Siemens remporte le contrat de fourniture des nouvelles rames du métro automatique lillois
La métropole de Lille signe un chèque de 445 millions d’euros à Siemens Mobility pour l’achat de 57 nouvelles rames destinées à la ligne 2 du métro automatique Val. Longue de 31 km, ponctuée de 44 stations, la ligne 2 du métro lillois a été inaugurée en 1989. Elle dessert huit communes et transporte plus de 67 millions de passagers par an, toutes les minutes et demie en heure de pointe.
Plus capacitaire, le nouveau matériel va remplacer les anciens Val en service sur cette ligne depuis 35 ans. Les premières livraisons sont annoncées pour 2028. Le marché comprend aussi la fourniture de pièces de rechange ainsi que la formation des agents.
Conçues dans le centre de compétence mondial de Siemens Mobility pour les métros automatiques (250 ingénieurs) à Toulouse, ainsi qu’à Lille, les rames de nouvelle génération seront fabriquées dans l’usine de Vienne en Autriche du constructeur allemand. Une chaîne de valeur 100% européenne, précise-t-on chez Siemens.

Jean Castex va quitter la RATP sur une dernière victoire : les bus parisiens
A la veille de son départ (quasiment acté) pour la SNCF, Jean Castex aligne les victoires. Le 16 octobre, il inaugurait l’arrivée des nouvelles rames ultra modernes MF19 sur la ligne 10 du métro parisien, qui en avait bien besoin. Le 17, Ile-de-France Mobilités annonçait la victoire de RATP pour les deux derniers lots de lignes d’autobus parisiens mis en concurrence.
En remportant ces deux derniers contrats, l’opérateur historique continuera donc d’être le seul exploitant des bus à l’intérieur de la capitale. Car si l’on tire le bilan, la Régie, via sa filiale Cap Ile-de-France, a remporté les appels d’offres de toutes les lignes de bus de Paris intra-muros.
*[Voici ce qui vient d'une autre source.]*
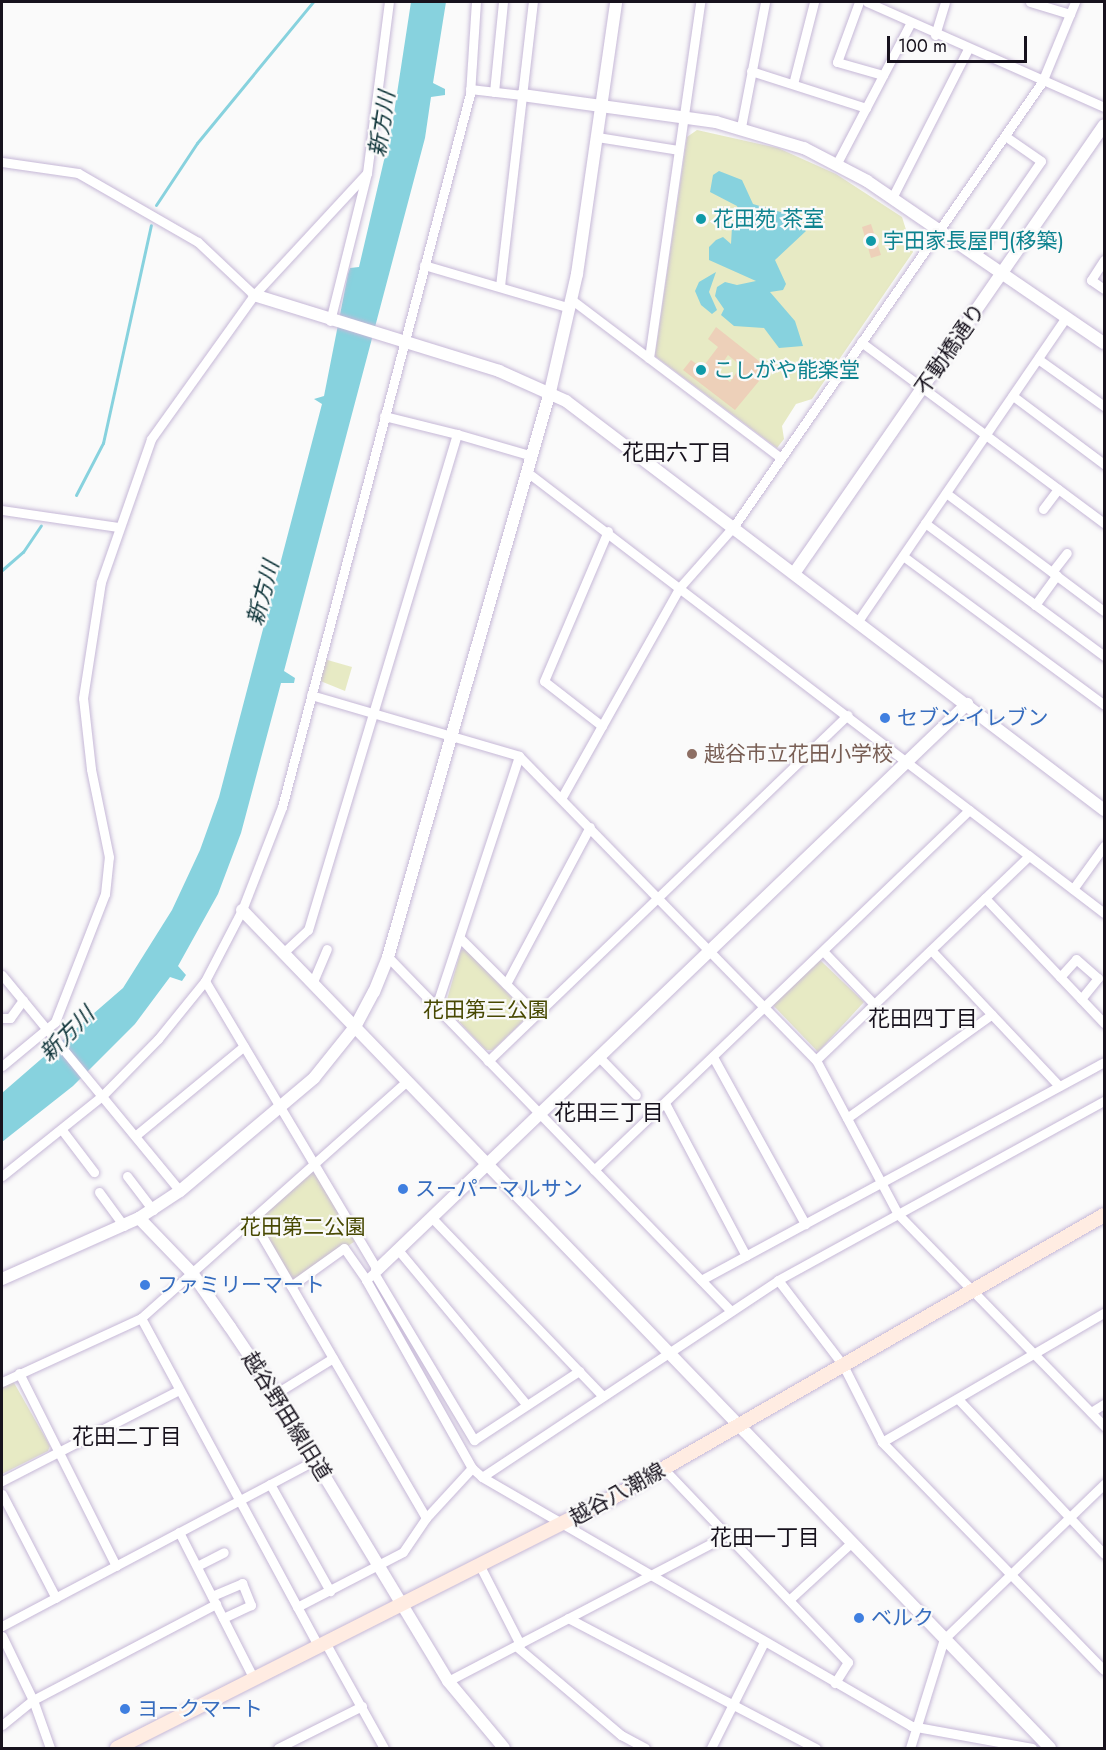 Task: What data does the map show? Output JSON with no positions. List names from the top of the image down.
{
  "streets": {
    "main road": ["越谷八潮線"],
    "street": ["不動橋通り", "越谷野田線旧道"]
  },
  "crossings": [
    ["越谷野田線旧道", "越谷八潮線"]
  ],
  "districts": [
    "花田六丁目",
    "花田四丁目",
    "花田三丁目",
    "花田二丁目",
    "花田一丁目"
  ],
  "water": ["新方川"],
  "parks": ["花田第三公園", "花田第二公園"],
  "places": [
    "花田苑 茶室",
    "宇田家長屋門(移築)",
    "こしがや能楽堂",
    "セブン-イレブン",
    "越谷市立花田小学校",
    "スーパーマルサン",
    "ファミリーマート",
    "ベルク",
    "ヨークマート"
  ],
  "scale_bar": "100 m"
} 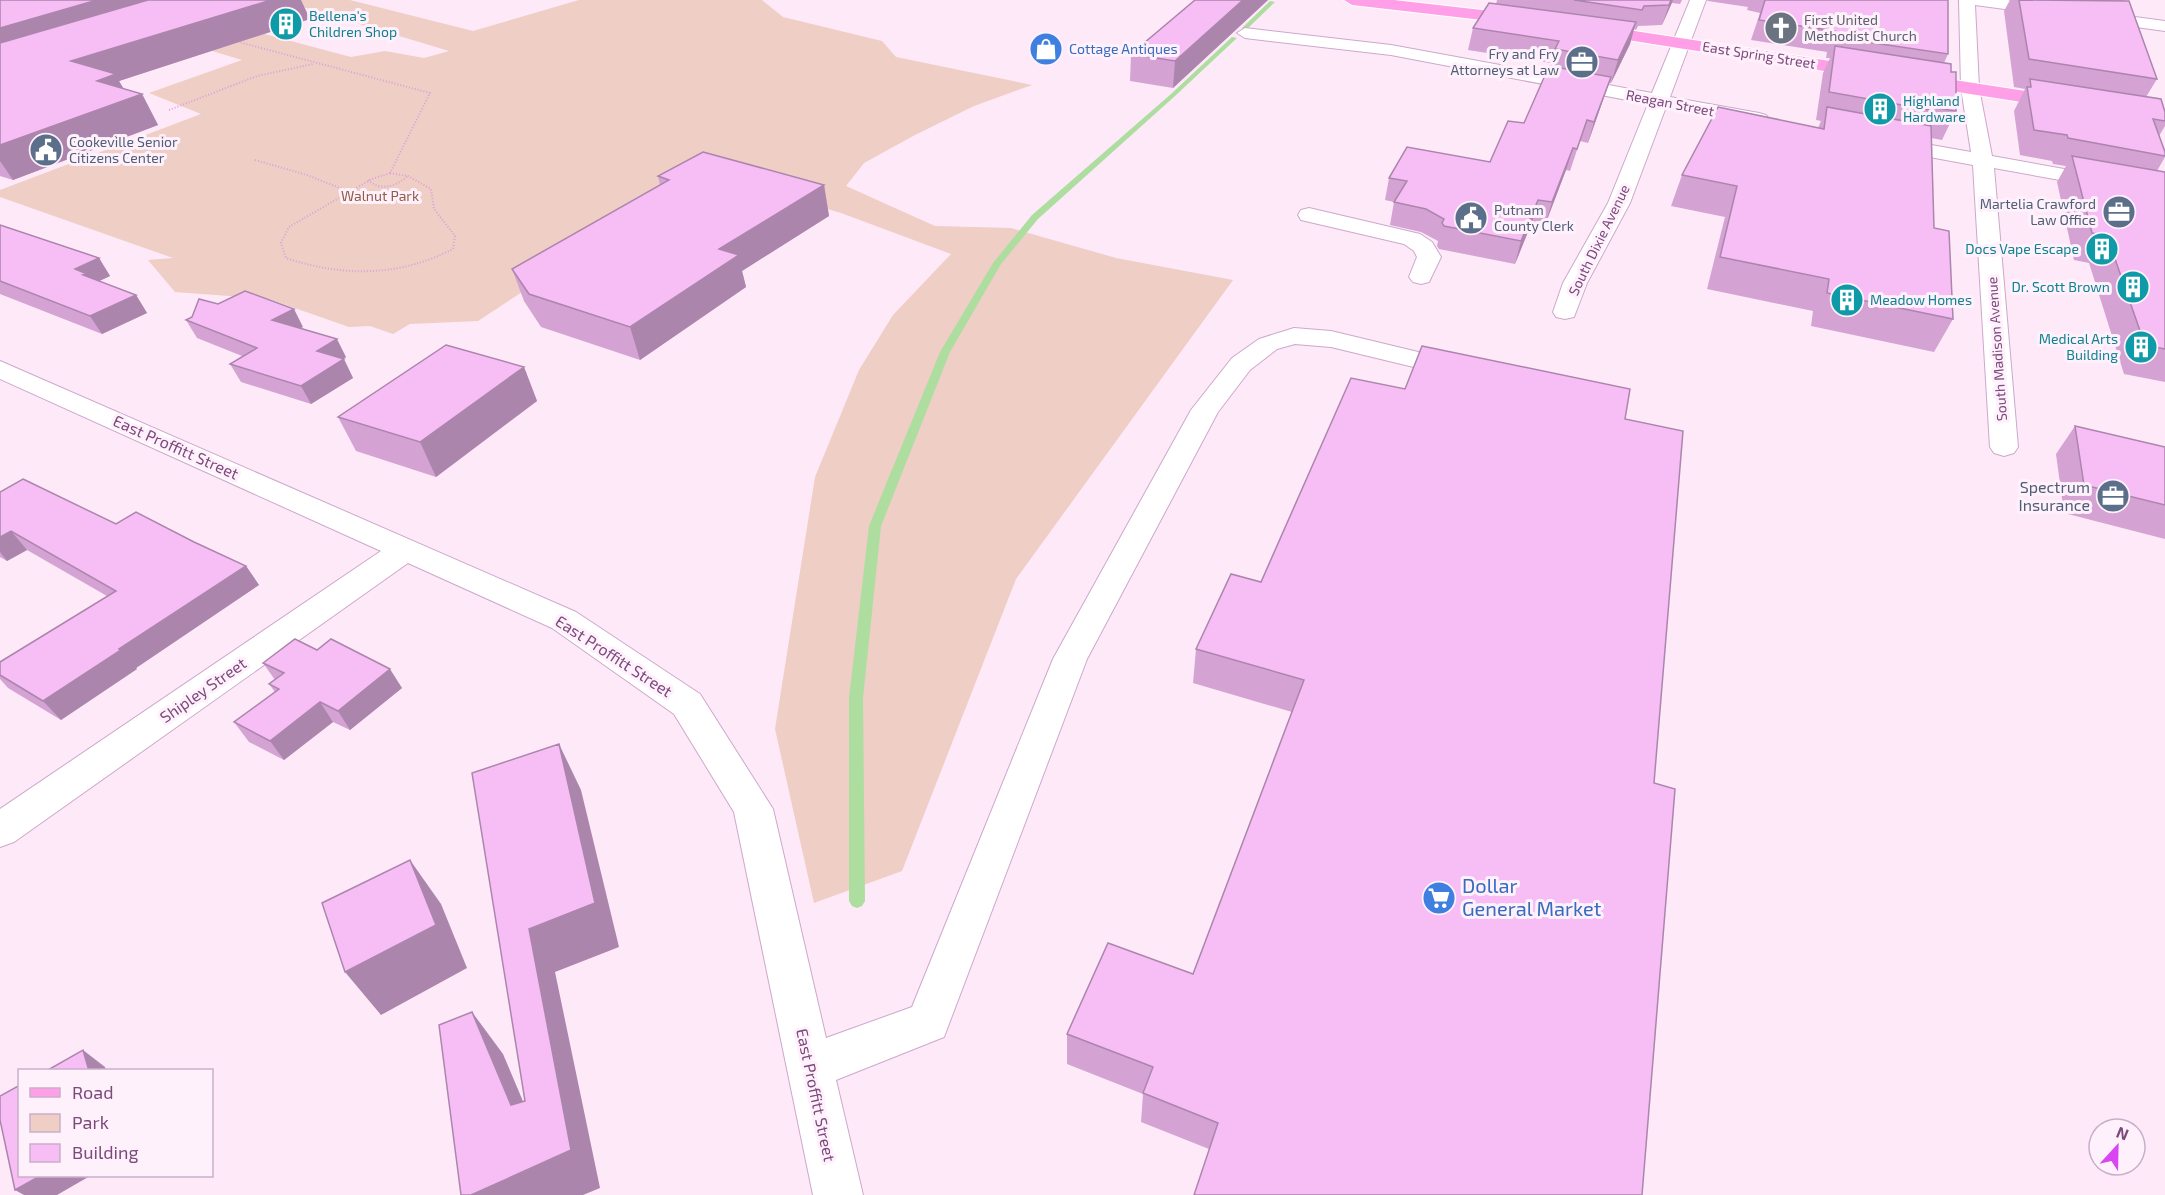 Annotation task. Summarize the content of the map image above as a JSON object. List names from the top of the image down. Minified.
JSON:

Elle les exploitera à partir du 1er novembre 2026 pour une durée de sept ans, avec possibilité de prolongation pour deux ans supplémentaire, précise Ile-de-France Mobilités (IDFM).
Face aux nouveaux entrants sur le marché des bus parisiens et de la proche couronne – l’Italien ATM, Keolis et Transdsev – la RATP conserve 70% de ses 226 lignes (soit plus de 3 500 autobus au total) et 75% de ses agents à l’issue du processus qui a mis fin à son monopole. Un beau palmarès.
Et maintenant les trains Transilien
Le ou la successeur(e) de Jean Castex devra tenir l’élan puisque c’est maintenant au tour des trains de banlieue, les Transilien, d’être mis en concurrence. IDFM a déjà attribué la gestion de l’ensemble des lignes de tram-train et de la ligne L (Keolis, SNCF Voyageurs et la RATP ont remporté les contrats), mais l’autorité régionale organisatrice des transports annonce une mise à jour du calendrier de mise en concurrence. Avec « des lots plus cohérents et ajustés techniquement (…) pour permettre « aux candidats de postuler et aux lauréats d’optimiser et de fiabiliser l’exploitation des lignes avec les mêmes matériels roulants répartis et maintenus dans les mêmes ateliers de maintenance ».», indique un communiqué.
Deux procédures d’appel d’offres des lignes ferrées sont en cours : le lot de la ligne J, pour laquelle les offres remises sont en cours d’analyse. Et les lots des lignes N et V, pour lesquelles la phase de candidature est en cours.

Un drone pour faire briller la bulle de la station Saint-Lazare
La RATP a expérimenté, le 10 octobre, une nouvelle manière de nettoyer la verrière en forme de lentille qui couvre l’entrée de la station de métro sur le parvis de la gare Saint-Lazare à Paris : l’opération a été effectuée à l’aide d’un drone, en soirée, pendant l’interruption du service de manière à ne pas perturber les accès au métro et à limiter les risques d’accidents.
La solution de nettoyage, originale, proposée par l’entreprise CleanAlta, consiste à installer un pistolet à haute pression sur un drone, raccordé par un tuyau à la réserve d’eau et à la pompe qui restent au sol. Un câble relie également le drone, pour lui fournir l’électricité nécessaire au vol et pour le maintenir captif pour des raisons de sécurité.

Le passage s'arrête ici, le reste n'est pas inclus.